**** Exercise data

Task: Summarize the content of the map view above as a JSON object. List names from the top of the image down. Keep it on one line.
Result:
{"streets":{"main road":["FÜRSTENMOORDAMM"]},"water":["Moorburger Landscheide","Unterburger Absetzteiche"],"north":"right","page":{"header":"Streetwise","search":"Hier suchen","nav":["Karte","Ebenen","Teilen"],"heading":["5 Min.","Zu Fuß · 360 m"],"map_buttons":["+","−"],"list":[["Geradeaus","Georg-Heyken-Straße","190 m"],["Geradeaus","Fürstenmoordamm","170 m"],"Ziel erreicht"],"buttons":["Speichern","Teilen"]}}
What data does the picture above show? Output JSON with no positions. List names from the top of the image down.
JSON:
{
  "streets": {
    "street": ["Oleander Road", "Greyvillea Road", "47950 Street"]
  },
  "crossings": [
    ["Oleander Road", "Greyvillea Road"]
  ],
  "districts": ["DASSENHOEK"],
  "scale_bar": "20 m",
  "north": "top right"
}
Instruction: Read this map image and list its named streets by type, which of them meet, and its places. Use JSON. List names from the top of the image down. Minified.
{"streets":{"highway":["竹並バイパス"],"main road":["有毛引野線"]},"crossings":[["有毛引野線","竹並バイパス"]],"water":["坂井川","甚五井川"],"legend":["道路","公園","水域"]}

********

→ **Brief**
Please return the span of lines above that opens with the one containing "Instruction: Read this" and closes with the final line, both included, exactly as written and nothing more.

→ **Response box**
Instruction: Read this map image and list its named streets by type, which of them meet, and its places. Use JSON. List names from the top of the image down. Minified.
{"streets":{"highway":["竹並バイパス"],"main road":["有毛引野線"]},"crossings":[["有毛引野線","竹並バイパス"]],"water":["坂井川","甚五井川"],"legend":["道路","公園","水域"]}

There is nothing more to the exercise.